A towhee might happen to venture out from the nest at an early age and people will find the helpless fuzzy-headed baby, thinking it fell from a nest up high. If this happens to you, check to see if the baby bird can perch on your finger, has some feathers and can hop around. If it meets those criteria, please place the baby bird back in a bush or shrub as high as you can reach. Keep an eye out for the mother coming around to check on the baby and bring it food. This should happen within an hour or so.
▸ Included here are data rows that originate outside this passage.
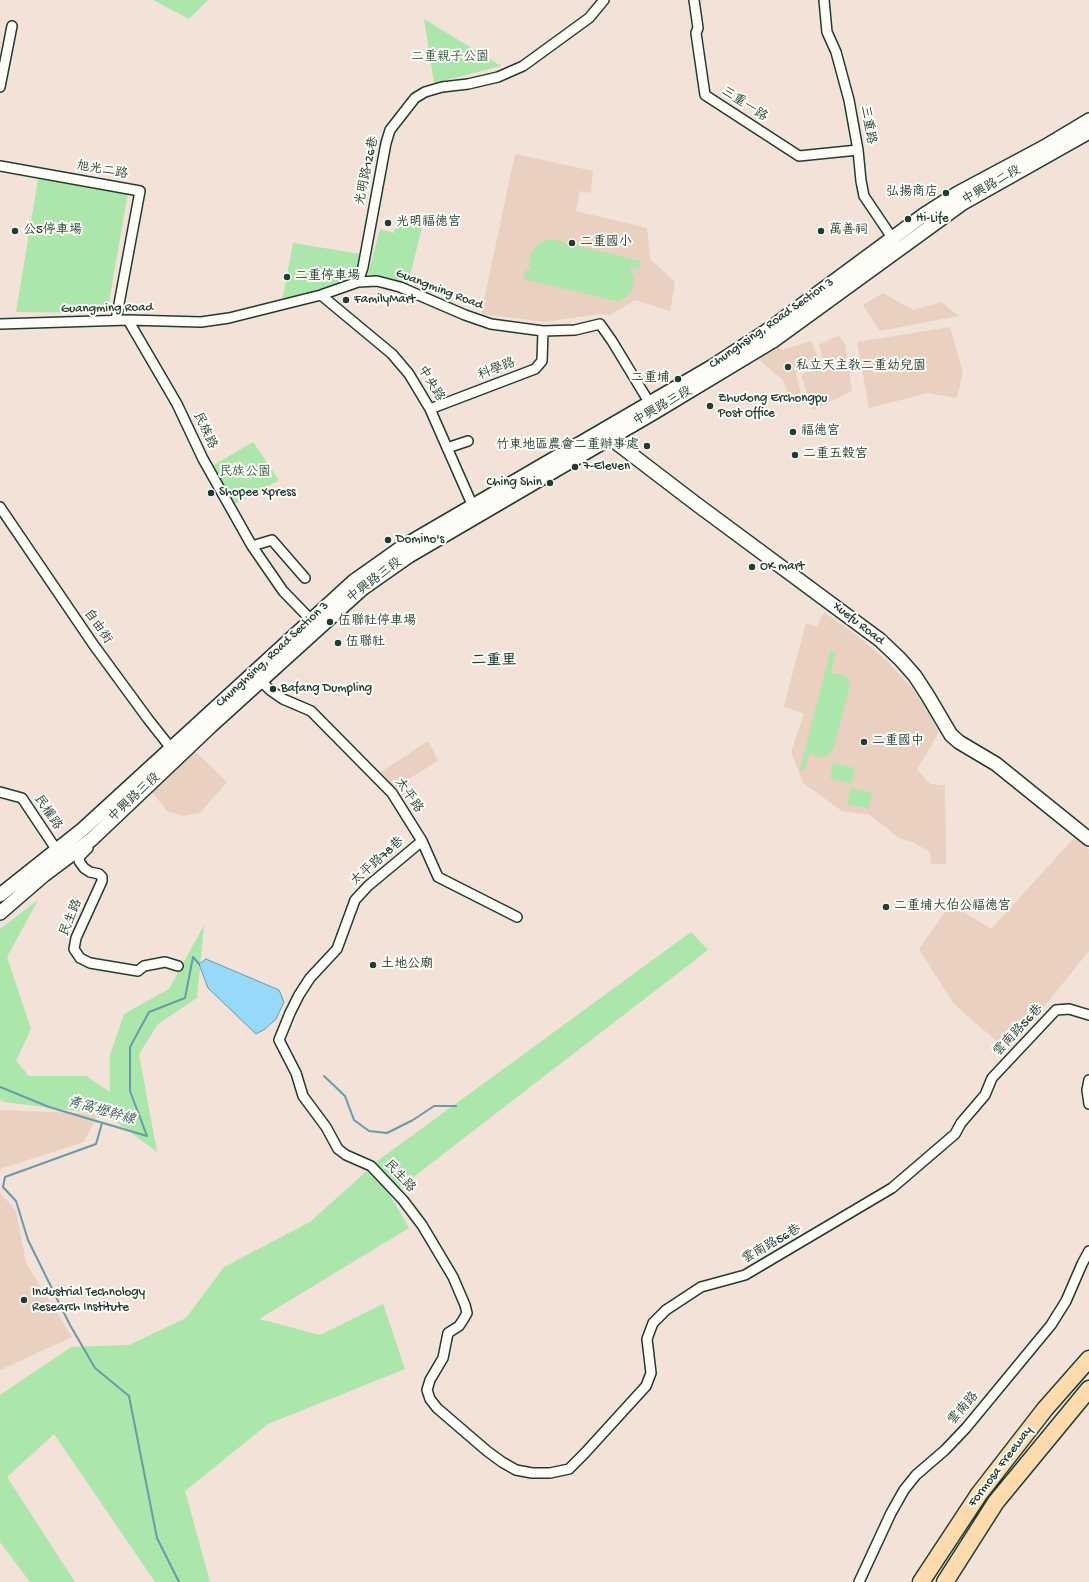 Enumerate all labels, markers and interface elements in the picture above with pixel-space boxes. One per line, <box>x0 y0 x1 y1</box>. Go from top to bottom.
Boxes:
park label: 二重親子公園 <box>411 50 489 66</box>
street label: 三重一路 <box>718 84 770 126</box>
street label: 三重路 <box>856 104 878 146</box>
street label: 光明路126巷 <box>353 135 383 207</box>
street label: 旭光二路 <box>75 159 129 183</box>
street label: 中興路二段 <box>960 163 1024 209</box>
place label: 弘揚商店 <box>886 185 938 201</box>
marker: 弘揚商店 <box>941 188 951 198</box>
place label: Hi-Life <box>916 211 949 227</box>
marker: Hi-Life <box>903 214 913 224</box>
place label: 光明福德宮 <box>396 215 461 231</box>
marker: 光明福德宮 <box>383 218 393 228</box>
place label: 公5停車場 <box>23 223 82 239</box>
place label: 萬善祠 <box>829 223 868 239</box>
marker: 公5停車場 <box>10 226 20 236</box>
marker: 萬善祠 <box>816 226 826 236</box>
place label: 二重國小 <box>580 235 632 251</box>
marker: 二重國小 <box>567 238 577 248</box>
street label: Guangming Road <box>393 266 485 314</box>
place label: 二重停車場 <box>295 269 360 285</box>
marker: 二重停車場 <box>282 272 292 282</box>
street label: Chunghsing, Road Section 3 <box>707 275 837 373</box>
place label: FamilyMart <box>354 292 415 308</box>
marker: FamilyMart <box>341 295 351 305</box>
street label: Guangming Road <box>61 300 153 318</box>
street label: 科學路 <box>476 356 518 384</box>
place label: 私立天主教二重幼兒園 <box>796 359 926 375</box>
marker: 私立天主教二重幼兒園 <box>783 362 793 372</box>
street label: 中央路 <box>413 363 447 405</box>
place label: 二重埔 <box>631 371 670 387</box>
marker: 二重埔 <box>673 374 683 384</box>
street label: 中興路三段 <box>631 384 695 430</box>
place label: Zhudong Erchongpu Post Office <box>718 391 827 422</box>
marker: Zhudong Erchongpu Post Office <box>705 401 715 411</box>
street label: 民族路 <box>189 410 219 452</box>
place label: 福德宮 <box>801 424 840 440</box>
marker: 福德宮 <box>788 427 798 437</box>
place label: 竹東地區農會二重辦事處 <box>496 438 639 454</box>
marker: 竹東地區農會二重辦事處 <box>642 441 652 451</box>
place label: 二重五穀宮 <box>803 447 868 463</box>
marker: 二重五穀宮 <box>790 450 800 460</box>
place label: 7-Eleven <box>583 459 630 475</box>
marker: 7-Eleven <box>570 462 580 472</box>
park label: 民族公園 <box>219 465 271 481</box>
place label: Ching Shin <box>486 475 542 491</box>
marker: Ching Shin <box>545 478 555 488</box>
place label: Shopee Xpress <box>219 485 296 501</box>
marker: Shopee Xpress <box>206 488 216 498</box>
place label: Domino's <box>396 532 444 548</box>
marker: Domino's <box>383 535 393 545</box>
street label: 中興路三段 <box>344 555 406 607</box>
place label: OK mart <box>760 559 804 575</box>
marker: OK mart <box>747 562 757 572</box>
street label: Chunghsing, Road Section 3 <box>213 599 333 711</box>
street label: Xuefu Road <box>829 599 887 649</box>
street label: 自由街 <box>79 607 115 647</box>
place label: 伍聯社停車場 <box>338 614 416 630</box>
marker: 伍聯社停車場 <box>325 617 335 627</box>
place label: 伍聯社 <box>346 635 385 651</box>
marker: 伍聯社 <box>333 638 343 648</box>
district label: 二重里 <box>472 653 516 671</box>
place label: Bafang Dumpling <box>281 681 372 697</box>
marker: Bafang Dumpling <box>268 684 278 694</box>
place label: 二重國中 <box>872 734 924 750</box>
marker: 二重國中 <box>859 737 869 747</box>
street label: 中興路三段 <box>106 770 164 826</box>
street label: 太平路 <box>390 776 426 816</box>
street label: 民權路 <box>30 792 64 834</box>
street label: 太平路78巷 <box>348 834 408 890</box>
street label: 民生路 <box>57 897 87 939</box>
place label: 二重埔大伯公福德宮 <box>894 899 1011 915</box>
marker: 二重埔大伯公福德宮 <box>881 902 891 912</box>
place label: 土地公廟 <box>381 957 433 973</box>
marker: 土地公廟 <box>368 960 378 970</box>
street label: 雲南路56巷 <box>991 1002 1047 1060</box>
water label: 青窩壢幹線 <box>65 1094 137 1130</box>
street label: 民生路 <box>380 1157 418 1197</box>
street label: 雲南路56巷 <box>740 1222 804 1268</box>
place label: Industrial Technology Research Institute <box>32 1285 145 1316</box>
marker: Industrial Technology Research Institute <box>19 1295 29 1305</box>
street label: 雲南路 <box>945 1389 983 1429</box>
street label: Formosa Freeway <box>965 1423 1037 1511</box>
Call CWC if you do not see a mom around for a few hours. Be sure to stay away from the area as California towhees can be skittish. This low-nesting behavior also makes young California towhees a prime target for outdoor cats. Outdoor cats are nearly tied with window strikes as the leading cause of major population declines in songbirds. Cats kill over a billion birds each year! The easiest way to help wild birds is by keeping your cat inside.
Got a pile of leaves laying around? California towhees cannot keep themselves from diving into it, looking for juicy bugs and seeds. They will scratch around and dig for a long time. It is so much fun to watch.
If a predator is spotted or another bird comes around, the California towhee will raise its crest and let out its amazing call! It sounds just like tennis shoes on a basketball court. These animals are quite territorial. The most you will ever see in the same area might be a mated pair. Many times, I have seen a California Towhee fighting its own reflection in a window. I have even seen one standing on a rear-view mirror, bending over, observing itself, then attacking its reflection repeatedly.
Keep an eye out for one of these amazing birds the next time you go for a walk or step out into your yard. I guarantee it will put a smile on your face. As always, if you ever find a wild animal that needs help, please call California Wildlife Center at 310-458-WILD.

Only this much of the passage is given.